◆ WHAT YOU SHOULD DO: In the entries below, count the lines that contain the word "fabs" and give only that number.

◆ Stored items:
# # # #

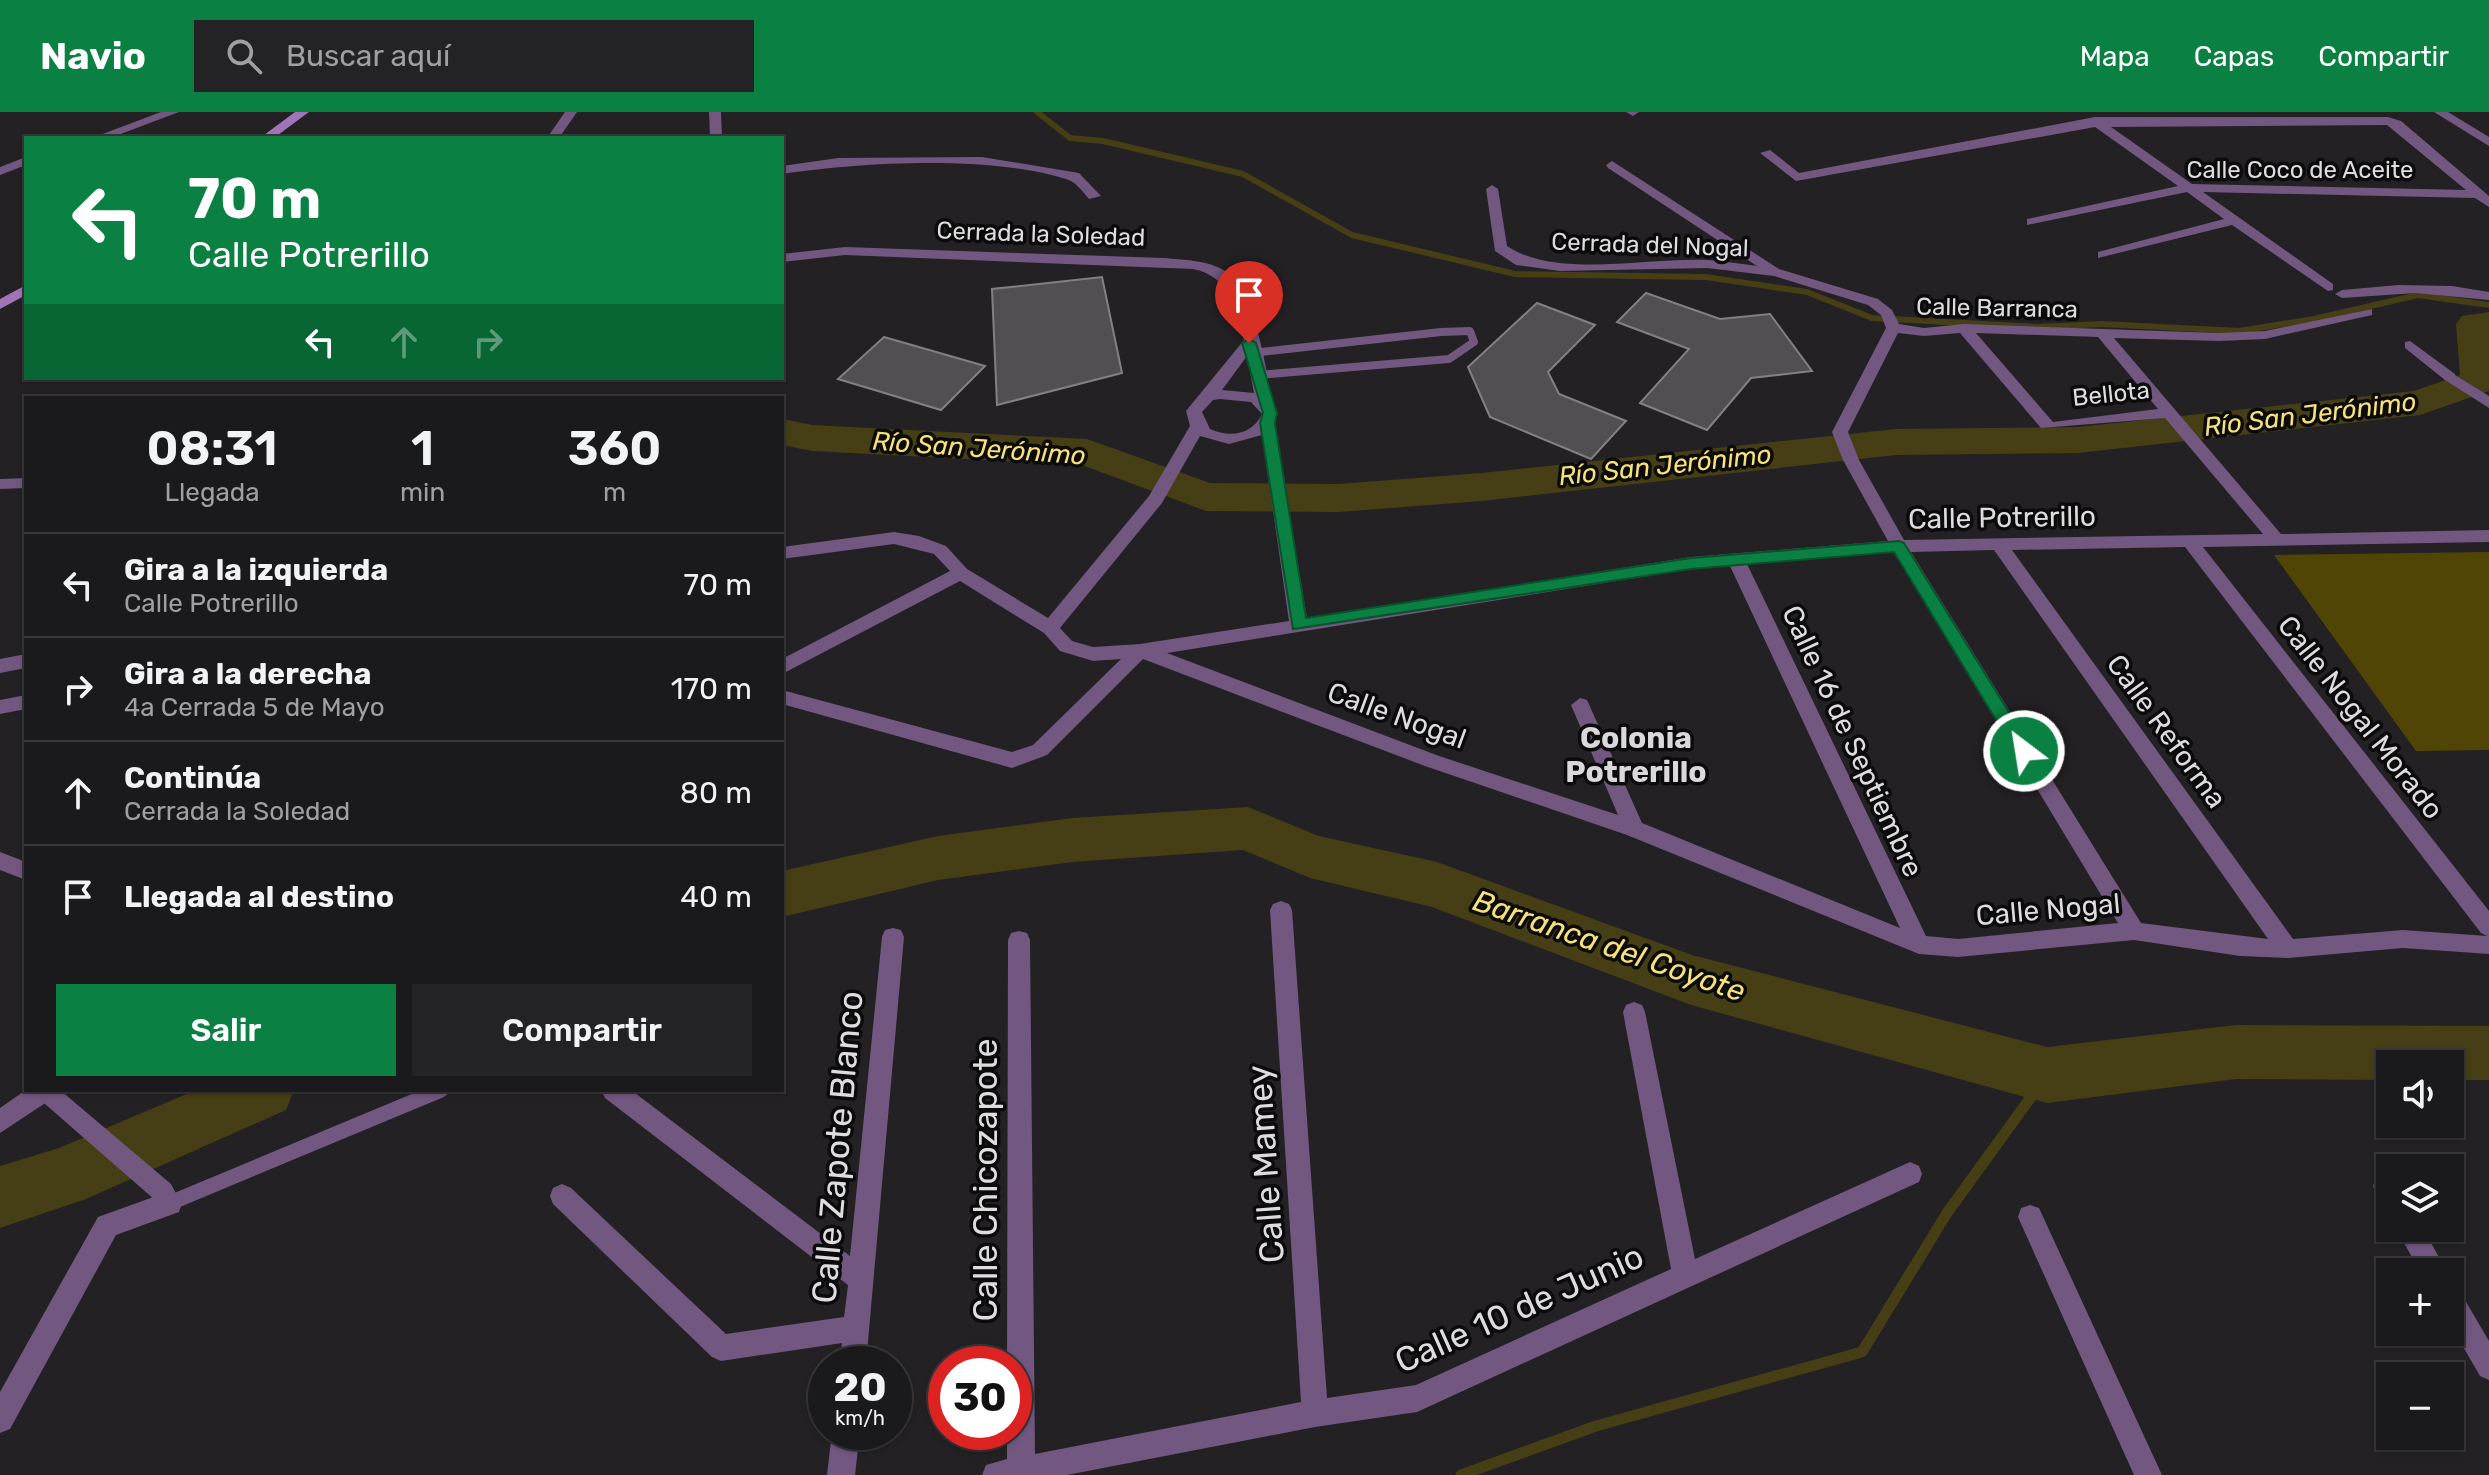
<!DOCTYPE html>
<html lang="es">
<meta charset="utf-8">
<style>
body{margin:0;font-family:Rubik,sans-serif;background:#232224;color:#f1f3f6;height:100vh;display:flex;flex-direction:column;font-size:30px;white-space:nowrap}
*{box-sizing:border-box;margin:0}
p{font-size:26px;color:#9fa0a3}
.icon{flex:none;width:44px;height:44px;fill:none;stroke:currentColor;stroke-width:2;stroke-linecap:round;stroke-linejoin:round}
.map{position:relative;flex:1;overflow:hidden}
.panel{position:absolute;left:24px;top:284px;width:760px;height:696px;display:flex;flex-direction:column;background:#1a191b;border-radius:0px;box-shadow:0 2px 6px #0004,0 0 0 2px #38383a}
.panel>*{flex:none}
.guide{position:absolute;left:24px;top:24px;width:760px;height:244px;border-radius:0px;box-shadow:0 2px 6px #0004,0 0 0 2px #38383a;background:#0b8043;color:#fff;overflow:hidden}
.fabs{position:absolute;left:2376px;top:938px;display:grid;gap:16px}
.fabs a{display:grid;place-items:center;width:88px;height:88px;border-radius:0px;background:#1a191b;box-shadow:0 2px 6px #0004,0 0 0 2px #38383a;font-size:40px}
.speed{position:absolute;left:808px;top:1234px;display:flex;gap:16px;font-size:40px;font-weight:700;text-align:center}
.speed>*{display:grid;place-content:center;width:104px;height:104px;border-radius:50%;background:#1a191b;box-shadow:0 2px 6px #0004,0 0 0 2px #38383a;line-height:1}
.speed small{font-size:20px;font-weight:400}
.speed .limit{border:12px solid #d22;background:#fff;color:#111}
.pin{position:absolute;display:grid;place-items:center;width:68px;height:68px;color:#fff;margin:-82px -34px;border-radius:50% 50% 50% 0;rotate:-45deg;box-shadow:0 0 8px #0007}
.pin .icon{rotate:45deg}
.me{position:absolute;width:88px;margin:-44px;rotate:329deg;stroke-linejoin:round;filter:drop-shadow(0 0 6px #0008)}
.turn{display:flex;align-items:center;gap:28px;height:168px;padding:0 32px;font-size:36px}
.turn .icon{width:104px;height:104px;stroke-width:2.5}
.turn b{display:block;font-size:56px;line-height:68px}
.lanes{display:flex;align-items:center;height:76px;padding:0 32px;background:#0003;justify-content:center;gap:40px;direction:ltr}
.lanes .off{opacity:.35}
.eta{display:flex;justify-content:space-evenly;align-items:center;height:136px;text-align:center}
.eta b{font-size:48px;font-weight:600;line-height:56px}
.button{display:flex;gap:16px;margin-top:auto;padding:16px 32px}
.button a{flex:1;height:92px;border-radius:0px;background:#0b8043;color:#fff;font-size:32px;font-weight:600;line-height:92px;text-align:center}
.button a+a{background:#232224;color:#f1f3f6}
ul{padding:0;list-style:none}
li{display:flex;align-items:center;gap:24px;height:104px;padding:0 32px;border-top:2px solid #38383a}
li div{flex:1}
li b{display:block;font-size:30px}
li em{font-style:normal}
header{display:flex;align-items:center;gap:48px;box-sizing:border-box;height:112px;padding:0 40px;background:#0b8043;color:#fff}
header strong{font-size:38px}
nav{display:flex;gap:44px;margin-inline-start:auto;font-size:28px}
.search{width:560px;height:72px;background:#232224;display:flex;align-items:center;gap:20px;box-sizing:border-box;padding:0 28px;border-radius:0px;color:#9fa0a3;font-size:30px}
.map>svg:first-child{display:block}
</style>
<header>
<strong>Navio</strong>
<div class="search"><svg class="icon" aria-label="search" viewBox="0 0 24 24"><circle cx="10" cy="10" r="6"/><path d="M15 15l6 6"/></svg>Buscar aquí</div>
<nav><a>Mapa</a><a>Capas</a><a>Compartir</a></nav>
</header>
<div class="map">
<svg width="2489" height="1363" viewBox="0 0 2489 1363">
<rect width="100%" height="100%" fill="#232124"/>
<!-- green -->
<path fill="#514505" d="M2489 440V638L2416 639 2274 443Z"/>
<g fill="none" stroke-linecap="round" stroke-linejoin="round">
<!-- stream-far1 -->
<path stroke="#463e15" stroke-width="6" d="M1037 0 1070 26 1103 29 1243 62 1352 123 1515 162 1706 165 1807 180 1872 206 2038 215 2102 212 2239 219 2314 207 2418 183 2489 193"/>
<!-- stream -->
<path stroke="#463e15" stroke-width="11" d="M1461 1363 1596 1314 1862 1240 1947 1101 2047 963"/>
<!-- river -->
<path fill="#463e15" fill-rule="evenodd" d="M2489 200V279L2420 303 2078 341 1896 343 1482 389 1339 400 1206 399 1082 353 812 339 782 333V307L812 313 1087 327 1210 371 1339 372 1482 361 1896 317 2078 315 2414 279 2460 263 2456 212 2462 204Z
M1248 695 1319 724 1437 750 1692 843 2047 935 2236 913 2489 914V968H2450V952H2390V968L2236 967 2047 991 1691 893 1432 795 1310 766 1243 738 1072 750 938 768 782 805V759L938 724 1072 706Z
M196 978H294L286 998 86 1087 0 1116V1054L59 1036Z"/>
</g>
<!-- building -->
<path fill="#524f53" stroke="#838084" stroke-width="2" d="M1102 165 1122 261 997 293 992 177Z
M1646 181 1720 207 1770 202 1812 259 1751 266 1707 318 1640 291 1689 237 1617 210Z
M1537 191 1595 213 1548 260 1559 282 1626 309 1591 347 1490 305 1468 255Z
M884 225 985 254 941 298 838 267Z"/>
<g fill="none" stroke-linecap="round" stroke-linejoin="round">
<!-- service-far1 -->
<path stroke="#725780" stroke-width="8" d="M1252 241 1441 220 1470 219 1474 230 1449 247 1257 263"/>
<!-- service -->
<path stroke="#725780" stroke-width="15" d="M170 1091 441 978"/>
<!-- pedestrian -->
<path fill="#725780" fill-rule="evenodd" d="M2410 229 2455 262V268H2445L2405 236V230Z
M33 978H60L171 1072 181 1091 178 1099 170 1102 162 1099 155 1088 37 985Z"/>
<!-- minor -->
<path fill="#725780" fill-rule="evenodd" d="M161 0H179L110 26H92Z
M565 0H577L559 26H547Z
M709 0H721L722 26H710Z
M1626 0H1639L1633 4Z
M2434 0H2448L2489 25V34Z
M2095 5H2388L2401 9 2489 84V95L2475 86 2203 80 2333 172V178L2328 179 2232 113 2098 146V140L2224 107 2187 80 2027 113V107L2178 74 2095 15 1796 69 1760 41 1770 38 1799 61ZM2387 13 2466 78 2192 72 2111 15Z
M26 45V53L0 63V55Z
M982 45 1079 61 1101 84 1089 87C1083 80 1075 69 1066 67 989 43 862 50 782 62V54L838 46Z
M1612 49 1779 157 1878 187 1892 198 1899 212 1924 216 1964 212 2219 221 2265 219 2372 197V203L2265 227 2219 229 2114 226 2281 422 2489 418V430L2203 435 2489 799V842L2403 836 2288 846 2240 844 2134 828 1958 845 1919 842 1627 723 1425 654 1143 547 1047 643 1012 656 782 592V578L1012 640 1033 633 1121 547 1093 549 1060 539 1044 521 960 469 782 562V547L950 459 934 442 894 432 782 447V435L894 420 919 424 946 434 967 457 1048 506 1149 384 1190 314 1186 299 1244 228C1237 196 1229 164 1193 157L845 143 782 150V142L845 135 1164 146C1183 148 1208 148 1225 159 1255 180 1268 259 1271 293L1278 301 1274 309 1307 506 1691 445 1888 429 1843 348 1832 320 1886 216 1881 203 1868 193 1774 164 1707 156 1560 159 1516 153 1495 139 1486 77 1492 73 1498 77 1507 134C1557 167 1648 145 1708 148 1724 149 1741 152 1757 154L1608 56 1606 53ZM1898 221 1924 224 1960 221 2041 316 2165 306 2263 422 1904 428 1859 348 1848 320ZM1976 221 2098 225 2158 297 2053 310ZM1247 244 1254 281 1222 278ZM1220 287 1251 290 1262 302C1252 323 1230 326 1210 317L1202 300 1213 288ZM1262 323 1289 509 1140 532 1093 535 1072 529 1060 516 1162 391 1200 324 1229 332ZM2185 435 2481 821 2487 824 2403 818 2293 827 2012 438ZM1994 438 2268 827 2141 811 1911 440ZM1894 440 2118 811 1958 827 1926 824 1747 452ZM1730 454 1900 816 1642 711 1587 588 1580 586 1571 593 1618 703 1439 644 1167 541 1691 457Z
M2398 173 2452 174 2489 180V188L2416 181 2342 186 2335 182 2342 178Z
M2450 260 2489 284V296L2445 268 2442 265Z
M26 366V376L0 377V367Z
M26 542V556L0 561V547Z
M26 583V597L0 602V588Z
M0 740 26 750V768L0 758Z
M1281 789 1289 792 1292 798 1327 1286 1416 1273 1671 1157 1623 900 1626 893 1634 890 1642 893 1645 900 1695 1147 1910 1050 1919 1054 1922 1062 1919 1070 1417 1300 1315 1315 1067 1363H982L986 1353 1007 1347V1320H1014V1252H1007L1008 828 1011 821 1019 819 1027 821 1030 828 1035 1342 1301 1290 1270 798 1273 792Z
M893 816 901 818 904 825 866 1252H840L842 1231 721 1249 712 1245 553 1092 550 1084 553 1076 562 1072 571 1076 726 1222 844 1205 848 1173 605 986 601 978H631L850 1144 882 825 885 818Z
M26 978H57L53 986 0 1021V996Z
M2385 1062 2390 1064V1095L2381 1091 2373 1074 2376 1066Z
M170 1079 179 1082 182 1091 179 1100 116 1123 10 1317 0 1321V1280L98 1105Z
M2030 1093 2039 1096 2162 1363H2134L2018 1105 2021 1096Z
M2396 1116H2423L2447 1160H2420Z
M2450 1174 2459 1178 2489 1229V1268L2480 1264 2450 1212Z
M832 1320H860L855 1363H827Z"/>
<!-- secondary -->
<path fill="#a074b6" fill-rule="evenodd" d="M295 0H309L274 26H260Z
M26 173V183L0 197V187Z"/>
</g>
<!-- route -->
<path fill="#0b8043" stroke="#07532c" stroke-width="2" d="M1249 227 1256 231 1277 301 1275 311 1306 506 1691 446 1899 429 1904 431 2033 639 2024 646 2018 644 1894 440 1691 457 1293 517 1260 311 1263 301 1242 231Z"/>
<g text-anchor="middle" stroke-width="7" stroke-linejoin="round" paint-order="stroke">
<!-- far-street labels -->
<g font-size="24" fill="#dedcdf" stroke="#0c0b0c">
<text x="2300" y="66">Calle Coco de Aceite</text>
<text transform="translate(1041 122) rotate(2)" y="8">Cerrada la Soledad</text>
<text transform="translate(1650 133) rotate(2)" y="8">Cerrada del Nogal</text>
<text transform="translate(1997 196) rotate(1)" y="8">Calle Barranca</text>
<text transform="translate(2111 282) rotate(-6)" y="8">Bellota</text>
</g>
<!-- far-water labels -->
<g font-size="26" font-style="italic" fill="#f8e278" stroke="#0c0b0c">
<text transform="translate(2310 302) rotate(-7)" y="9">Río San Jerónimo</text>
<text transform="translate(979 336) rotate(4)" y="9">Río San Jerónimo</text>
<text transform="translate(1665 353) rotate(-6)" y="9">Río San Jerónimo</text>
</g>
<!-- street labels -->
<g font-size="28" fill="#dedcdf" stroke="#0c0b0c">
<text transform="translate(2002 405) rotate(-1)" y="10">Calle Potrerillo</text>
<text transform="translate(1397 603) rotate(20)" y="10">Calle Nogal</text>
<text transform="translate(2361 605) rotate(52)" y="10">Calle Nogal Morado</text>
<text transform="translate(2167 619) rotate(54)" y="10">Calle Reforma</text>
<text transform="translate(1853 629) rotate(65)" y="10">Calle 16 de Septiembre</text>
<text transform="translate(2048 797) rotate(-5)" y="10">Calle Nogal</text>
</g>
<!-- neighbourhood labels -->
<g font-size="30" font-weight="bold" fill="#dbd8dd" stroke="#0c0b0c">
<text x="1636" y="636">Colonia<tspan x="1636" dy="34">Potrerillo</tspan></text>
</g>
<!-- water labels -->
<g font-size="30" font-style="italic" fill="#f8e278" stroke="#0c0b0c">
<text transform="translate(1609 834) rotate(19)" y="10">Barranca del Coyote</text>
</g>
<!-- near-street labels -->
<g font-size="34" fill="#dedcdf" stroke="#0c0b0c">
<text transform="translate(837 1035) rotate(-85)" y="12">Calle Zapote Blanco</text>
<text transform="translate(1265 1052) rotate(-94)" y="12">Calle Mamey</text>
<text transform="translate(985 1068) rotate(-90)" y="12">Calle Chicozapote</text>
<text transform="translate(1519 1196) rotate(-24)" y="12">Calle 10 de Junio</text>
</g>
</g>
</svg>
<div class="fabs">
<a><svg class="icon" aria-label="sound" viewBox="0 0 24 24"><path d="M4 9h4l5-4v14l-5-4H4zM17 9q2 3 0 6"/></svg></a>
<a><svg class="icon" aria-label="layers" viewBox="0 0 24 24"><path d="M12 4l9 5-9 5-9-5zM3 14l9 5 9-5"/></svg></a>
<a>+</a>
<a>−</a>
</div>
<div class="speed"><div>20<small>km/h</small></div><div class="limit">30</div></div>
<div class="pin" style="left:1249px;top:231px;background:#d93025"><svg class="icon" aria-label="arrive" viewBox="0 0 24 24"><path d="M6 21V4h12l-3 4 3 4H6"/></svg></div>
<svg class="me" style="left:2024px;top:639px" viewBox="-20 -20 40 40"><circle r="17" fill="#0b8043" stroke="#fff" stroke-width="3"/><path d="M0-11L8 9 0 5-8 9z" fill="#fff"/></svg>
<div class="guide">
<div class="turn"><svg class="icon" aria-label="left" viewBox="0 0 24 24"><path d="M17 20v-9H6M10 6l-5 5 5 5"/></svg><div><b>70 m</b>Calle Potrerillo</div></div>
<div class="lanes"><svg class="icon" aria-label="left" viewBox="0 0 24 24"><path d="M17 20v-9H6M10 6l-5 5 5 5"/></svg><svg class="icon off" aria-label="ahead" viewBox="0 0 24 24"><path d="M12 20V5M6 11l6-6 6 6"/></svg><svg class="icon off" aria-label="right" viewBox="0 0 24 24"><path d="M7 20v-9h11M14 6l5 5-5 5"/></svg></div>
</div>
<section class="panel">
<div class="eta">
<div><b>08:31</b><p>Llegada</p></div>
<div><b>1</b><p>min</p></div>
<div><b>360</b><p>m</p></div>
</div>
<ul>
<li><svg class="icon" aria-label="left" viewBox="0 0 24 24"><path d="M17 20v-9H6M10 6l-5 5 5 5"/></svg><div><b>Gira a la izquierda</b><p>Calle Potrerillo</p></div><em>70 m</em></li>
<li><svg class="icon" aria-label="right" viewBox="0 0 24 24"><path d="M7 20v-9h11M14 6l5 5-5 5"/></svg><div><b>Gira a la derecha</b><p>4a Cerrada 5 de Mayo</p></div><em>170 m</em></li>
<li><svg class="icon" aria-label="ahead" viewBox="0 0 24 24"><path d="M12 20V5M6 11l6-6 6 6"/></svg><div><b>Continúa</b><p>Cerrada la Soledad</p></div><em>80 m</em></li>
<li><svg class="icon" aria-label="arrive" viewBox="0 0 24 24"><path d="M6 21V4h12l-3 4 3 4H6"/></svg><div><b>Llegada al destino</b></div><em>40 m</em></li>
</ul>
<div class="button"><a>Salir</a><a>Compartir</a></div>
</section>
</div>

# # # #

◆ ANSWER TO THE PROBLEM: 3